Let $H_1, H_2$ be Hilbert spaces. Let $x \in M_n(B(H_1, H_2))$. Then define $x^* \in M_n(B(H_2, H_1))$ in the usual way, i.e. $(x^*)_{i,j}:= x_{j,i}^* \in B(H_2, H_1)$. There is also an obvious way to multiply the matrices $x^*$ and $x$ and form the product $$x^* x \in M_n(B(H_1)) = M_n(B(H_1, H_1))$$
Is it true that $x^* x$ is a positive matrix of the $C^*$-algebra $M_n(B(H))= B(H^n)$? Maybe I can calculate $$\langle x^*x \xi, \xi\rangle_{H^n}$$ and sho that is $\geq 0$? What is the easiest way to show this?
Computing $\langle x^*x \xi, \xi\rangle_{H^n}$ seems to be the most reasonable approach. In particular, the definition of the adjoint means that we have $$ \langle x^*x \xi, \xi\rangle_{H_1^n} = \langle x \xi, x\xi\rangle_{H_2^n} = \|x \xi\|_{H_2^n}^2 \geq 0, $$ so that $x^*x$ is indeed a positive map.

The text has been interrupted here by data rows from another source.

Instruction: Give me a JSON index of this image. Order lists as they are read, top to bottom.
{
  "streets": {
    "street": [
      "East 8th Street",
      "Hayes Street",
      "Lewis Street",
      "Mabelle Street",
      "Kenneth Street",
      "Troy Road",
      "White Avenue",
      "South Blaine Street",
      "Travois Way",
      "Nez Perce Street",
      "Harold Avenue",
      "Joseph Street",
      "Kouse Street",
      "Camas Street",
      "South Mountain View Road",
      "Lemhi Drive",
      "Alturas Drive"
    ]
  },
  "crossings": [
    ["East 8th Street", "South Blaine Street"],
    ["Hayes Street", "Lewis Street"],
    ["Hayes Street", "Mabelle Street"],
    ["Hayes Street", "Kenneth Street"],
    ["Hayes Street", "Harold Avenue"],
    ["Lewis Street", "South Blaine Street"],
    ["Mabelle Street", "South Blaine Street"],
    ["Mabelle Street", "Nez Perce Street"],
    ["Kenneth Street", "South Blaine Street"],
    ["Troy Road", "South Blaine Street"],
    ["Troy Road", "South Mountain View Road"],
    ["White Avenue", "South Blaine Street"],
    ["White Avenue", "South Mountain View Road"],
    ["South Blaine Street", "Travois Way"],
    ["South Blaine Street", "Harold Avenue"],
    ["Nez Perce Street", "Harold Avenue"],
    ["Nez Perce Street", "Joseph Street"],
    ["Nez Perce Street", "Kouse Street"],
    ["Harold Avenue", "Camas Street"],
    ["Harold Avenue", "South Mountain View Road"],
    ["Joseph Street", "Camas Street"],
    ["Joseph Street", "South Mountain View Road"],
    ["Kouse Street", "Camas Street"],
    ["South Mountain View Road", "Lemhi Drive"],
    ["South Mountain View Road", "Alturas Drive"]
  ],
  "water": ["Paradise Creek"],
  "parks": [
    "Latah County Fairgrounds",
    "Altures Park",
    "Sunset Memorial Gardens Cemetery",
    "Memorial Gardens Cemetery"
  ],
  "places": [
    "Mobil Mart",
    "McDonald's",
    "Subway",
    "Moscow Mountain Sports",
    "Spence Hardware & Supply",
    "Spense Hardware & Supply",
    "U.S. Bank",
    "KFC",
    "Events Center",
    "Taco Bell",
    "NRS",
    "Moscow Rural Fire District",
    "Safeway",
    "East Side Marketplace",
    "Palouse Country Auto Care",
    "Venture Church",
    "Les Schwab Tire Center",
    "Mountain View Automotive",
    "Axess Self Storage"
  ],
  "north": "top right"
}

Note: this assumes that relative to your "usual" definition of the adjoint, we have $$ \langle x^*\xi_2,\xi_1 \rangle_{H_1^n} = \langle \xi_2, x \xi_1 \rangle_{H_2^n}, $$ where $\xi_1 \in H_1^n$ and $\xi_2 \in H_2^n$. This is indeed the case, but perhaps you should prove this in detail.